PARTIE 2 — Les définitions du Design Thinking et son but

Le Design Thinking est-il du design ? (6/…)

Mathieu Veil
Le Design Thinking est-il du design ?
8 min readMay 29, 2022

--

D’après un schéma du Design Thinking (source).

« The approach referred to as “Design Thinking”, also called “human-centered design” or “user-centered design” ». (Liedtka, 2018).

Voilà une définition du Design Thinking que l’on a retrouvée et qui est
vraisemblablement erronée. Elle assimile Design Thinking et design centré humain ou utilisateur, ce qui est une erreur. Le Design Thinking peut être, éventuellement, utilisé comme outil pour le design centré utilisateur, mais cela s’arrête là. Le Design Thinking n’est pas propre au design centré utilisateur, et le design centré utilisateur ne peut pas être résumé au Design Thinking.
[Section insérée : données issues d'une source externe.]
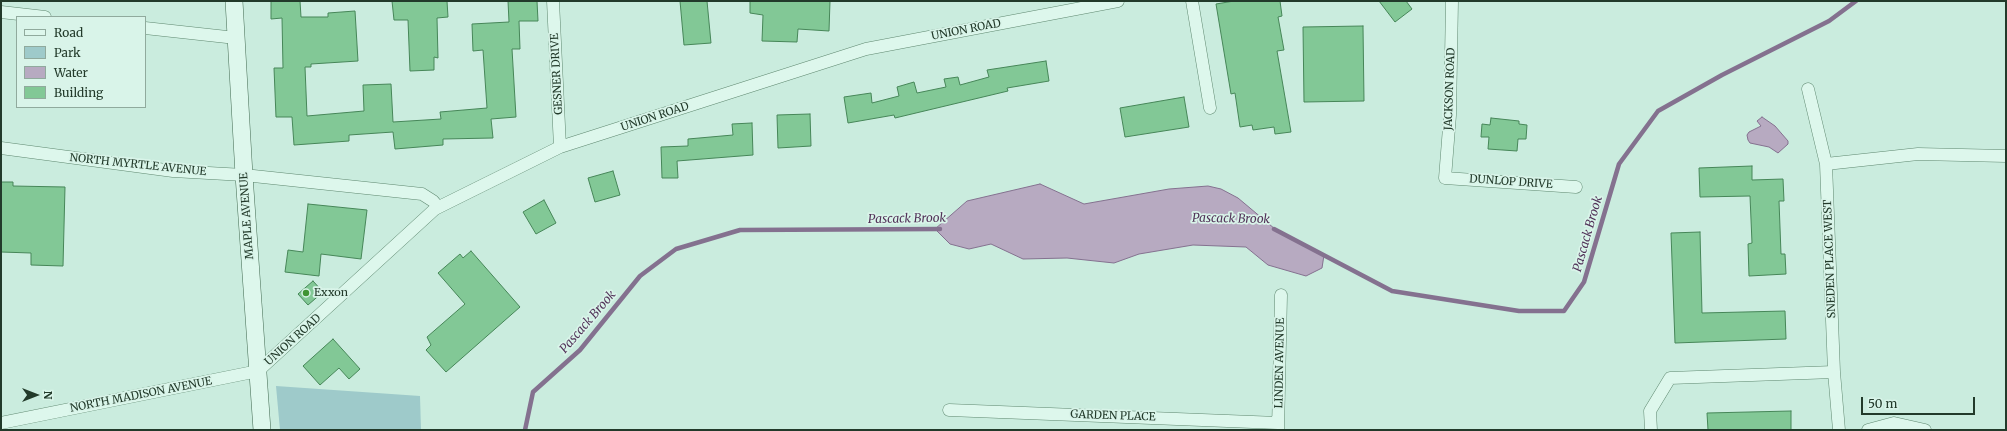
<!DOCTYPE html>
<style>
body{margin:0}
#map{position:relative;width:2007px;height:431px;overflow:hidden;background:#caecde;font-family:Merriweather,serif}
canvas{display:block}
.frame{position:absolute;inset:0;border:2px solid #223a2a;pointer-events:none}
.legend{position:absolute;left:16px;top:16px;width:130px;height:92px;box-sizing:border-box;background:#d9f4e9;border:1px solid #90aa9d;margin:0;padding:5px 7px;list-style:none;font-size:12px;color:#223a2a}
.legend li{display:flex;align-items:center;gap:8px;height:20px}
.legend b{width:20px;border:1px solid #90aa9d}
.north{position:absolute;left:16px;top:375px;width:40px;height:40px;-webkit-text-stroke:3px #d9f4e9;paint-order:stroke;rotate:90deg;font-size:11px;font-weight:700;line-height:16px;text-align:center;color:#223a2a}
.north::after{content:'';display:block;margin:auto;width:14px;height:18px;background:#223a2a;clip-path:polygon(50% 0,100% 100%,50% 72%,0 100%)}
.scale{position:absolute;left:1861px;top:397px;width:114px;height:18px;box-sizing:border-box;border:2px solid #223a2a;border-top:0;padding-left:5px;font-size:12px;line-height:14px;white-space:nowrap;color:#223a2a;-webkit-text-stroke:3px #d9f4e9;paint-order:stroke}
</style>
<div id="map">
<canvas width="2007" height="431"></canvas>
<div class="frame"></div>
<ul class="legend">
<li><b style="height:5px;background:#ddf7ec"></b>Road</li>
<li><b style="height:11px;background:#9ecaca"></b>Park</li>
<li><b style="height:11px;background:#b7aac1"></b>Water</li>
<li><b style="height:11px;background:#82c896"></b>Building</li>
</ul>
<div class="north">N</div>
<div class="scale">50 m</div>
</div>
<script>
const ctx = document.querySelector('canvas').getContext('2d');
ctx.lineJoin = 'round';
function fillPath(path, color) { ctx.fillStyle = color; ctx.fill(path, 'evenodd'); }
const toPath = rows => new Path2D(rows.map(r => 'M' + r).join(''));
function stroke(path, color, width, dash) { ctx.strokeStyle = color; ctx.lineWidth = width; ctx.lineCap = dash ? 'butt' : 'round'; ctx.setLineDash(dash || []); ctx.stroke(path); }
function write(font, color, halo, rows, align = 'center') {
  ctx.font = font + ' Merriweather,serif'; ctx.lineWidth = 3.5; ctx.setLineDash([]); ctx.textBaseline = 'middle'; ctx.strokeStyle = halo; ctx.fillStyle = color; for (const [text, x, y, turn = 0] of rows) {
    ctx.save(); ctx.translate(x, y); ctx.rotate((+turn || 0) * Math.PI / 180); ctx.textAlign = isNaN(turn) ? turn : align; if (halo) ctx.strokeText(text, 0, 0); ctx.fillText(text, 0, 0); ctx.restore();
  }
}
fillPath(toPath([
 [276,386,420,396,421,430,280,430]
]), '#9ecaca');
const water = toPath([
 [1762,117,1775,126,1788,141,1788,144,1778,153,1769,147,1750,143,1748,140,1747,135,1749,132,1761,126,1757,121,1762,117],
 [1040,184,1084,204,1169,189,1208,186,1221,189,1238,198,1275,229,1324,255,1322,268,1306,276,1268,265,1246,247,1193,245,1139,254,1114,263,1067,258,1023,259,991,244,969,249,950,244,935,229,967,201,1040,184]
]);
fillPath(water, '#b7aac1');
stroke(water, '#84718f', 1);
stroke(toPath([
 [1274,229,1392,291,1519,311,1564,311,1584,282,1619,164,1658,111,1722,75,1829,21,1856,1],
 [525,430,533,392,580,350,640,276,676,249,740,230,940,229]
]), '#84718f', 4.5);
const building = toPath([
 [271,1,300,1,301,17,328,17,328,13,355,11,358,61,311,64,311,67,305,67,307,116,364,111,363,85,391,84,393,122,441,119,440,112,487,108,483,50,473,51,472,24,509,22,508,1,537,1,538,21,519,21,520,49,512,49,516,117,491,119,493,138,443,139,443,145,395,149,393,132,349,135,349,141,294,145,292,117,276,117,274,68,283,68,282,18,271,19,271,1],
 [392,1,447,1,448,17,437,18,438,58,434,57,434,70,410,71,408,20,394,20,392,1],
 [680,1,707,1,711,43,684,45,680,1],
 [750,1,830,1,829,31,798,29,797,42,762,41,763,15,750,13,750,1],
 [1234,1,1280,1,1282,16,1278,17,1284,50,1277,51,1291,132,1275,134,1274,127,1253,130,1252,125,1240,127,1235,93,1231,94,1216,4,1234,1],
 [1379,1,1406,1,1412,9,1395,22,1379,1],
 [1363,26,1364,101,1304,102,1303,27,1363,26],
 [1046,61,1049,81,1007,88,1008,91,895,118,894,115,848,123,844,97,871,93,872,103,899,96,897,87,914,82,917,93,946,87,944,79,958,77,960,85,989,77,987,70,1046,61],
 [1184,97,1189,127,1125,137,1120,108,1184,97],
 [810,114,811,146,778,148,777,115,810,114],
 [1491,118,1519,121,1519,124,1527,125,1526,139,1518,139,1517,151,1488,149,1489,137,1481,137,1482,124,1490,125,1491,118],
 [752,123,753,155,677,161,678,178,662,178,661,147,688,146,688,139,733,135,732,124,752,123],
 [1752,166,1752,180,1783,179,1784,201,1779,201,1781,254,1785,254,1786,274,1749,276,1748,244,1752,243,1750,196,1700,197,1699,168,1752,166],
 [613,171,620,195,595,202,588,178,613,171],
 [1,182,13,182,13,186,65,187,63,266,31,265,31,253,1,252,1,182],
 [544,200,556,223,536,234,523,212,544,200],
 [308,204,367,210,361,259,321,254,319,276,285,272,288,250,303,252,308,204],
 [1700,232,1702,313,1785,311,1786,339,1675,343,1671,233,1700,232],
 [471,251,520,307,446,372,426,350,431,345,427,337,465,304,438,273,460,254,463,258,471,251],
 [313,281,323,292,308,305,298,294,313,281],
 [333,339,360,369,349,379,339,368,320,385,303,366,333,339],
 [1791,411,1791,430,1708,430,1707,413,1791,411]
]);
fillPath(building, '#82c896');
stroke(building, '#468658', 1);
const street = toPath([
 [553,1,560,147],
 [1192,1,1210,108],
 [1452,1,1450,115,1445,178,1576,187],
 [1,12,45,17],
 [145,28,236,38],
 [1808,89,1826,164,1834,372,1839,430],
 [1,148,173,171,244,175,422,194,433,201,438,207],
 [1826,164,1918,154,2006,156],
 [949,410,1278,423],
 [1,423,258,371,435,209,560,147,866,49,1118,1],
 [1278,430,1281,295],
 [1651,430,1650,411,1670,378,1834,372],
 [1868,430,1894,423,1925,430]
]);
const secondary = toPath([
 [234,1,244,175,262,430]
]);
stroke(street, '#5f8870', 13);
stroke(secondary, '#426a51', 18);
stroke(street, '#ddf7ec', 12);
stroke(secondary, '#ddf7ec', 17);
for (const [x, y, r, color] of [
 [306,293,4,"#3f9433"]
]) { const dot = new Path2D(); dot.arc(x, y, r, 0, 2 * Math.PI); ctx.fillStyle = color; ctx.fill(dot); stroke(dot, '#d9f4e9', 1.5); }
write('11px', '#223a2a', '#d9f4e9', [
 ["UNION ROAD",966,30,-11],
 ["GESNER DRIVE",557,74,-93],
 ["JACKSON ROAD",1450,89,-88],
 ["UNION ROAD",655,117,-18],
 ["NORTH MYRTLE AVENUE",138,165,6],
 ["DUNLOP DRIVE",1511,182,4],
 ["MAPLE AVENUE",247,216,-94],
 ["SNEDEN PLACE WEST",1830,259,-92],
 ["UNION ROAD",293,340,-42],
 ["LINDEN AVENUE",1280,363,-89],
 ["NORTH MADISON AVENUE",141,395,-11],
 ["GARDEN PLACE",1113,416,2]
]);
write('11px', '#223a2a', '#d9f4e9', [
 ["Exxon",314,293]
], 'left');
write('italic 12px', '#513258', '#d9f4e9', [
 ["Pascack Brook",907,219,-1],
 ["Pascack Brook",1231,219,1],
 ["Pascack Brook",1588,234,-74],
 ["Pascack Brook",588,322,-49]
]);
</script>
Ce sont ce genre de définitions, qui pourraient être décrites comme fallacieuses, qui provoquent une confusion, une incompréhension sur le but et l’utilité du Design Thinking.

Nous avons notamment relevé ce problème de la définition qui était rarement donnée clairement. A titre d’illustration plusieurs formations principalement destinées aux professionnels qui pour définir le Design Thinking utilisaient 3 phrases :

  • La première résumant le contexte de la formation ;
  • La deuxième expliquant ce que les précédents étudiants avaient accomplis ;
  • Et la dernière disant que « pour cela, nous utilisons le Design Thinking », ce qui est une véritable pétition de principe qui n’est pas exceptionnelle dans ce contexte, au contraire, on la revoit dans beaucoup de tentatives de définition de la méthode.
Photo venant du site Usabilis (source)

Ce qui correspond donc à une définition du Design Thinking, ne donnant littéralement aucune définition de ce dernier. Et c’est là que réside l’un des principaux problèmes que connaît le Design Thinking. Il n’y a pas de définition posée et universelle dessus. Dans son article, Tiphaine Gamba (2017) cite également Herbert Simon, qui en 1978, décrit le design comme un mode de pensée, se démarquant de ceux pour qui le design consiste avant tout à donner forme aux objets physiques plus semblables à la vision industrielle du design. Cette définition reste centrée sur la discipline du design et non sur la méthode du Design Thinking, mais demeure néanmoins une base intéressante à prendre.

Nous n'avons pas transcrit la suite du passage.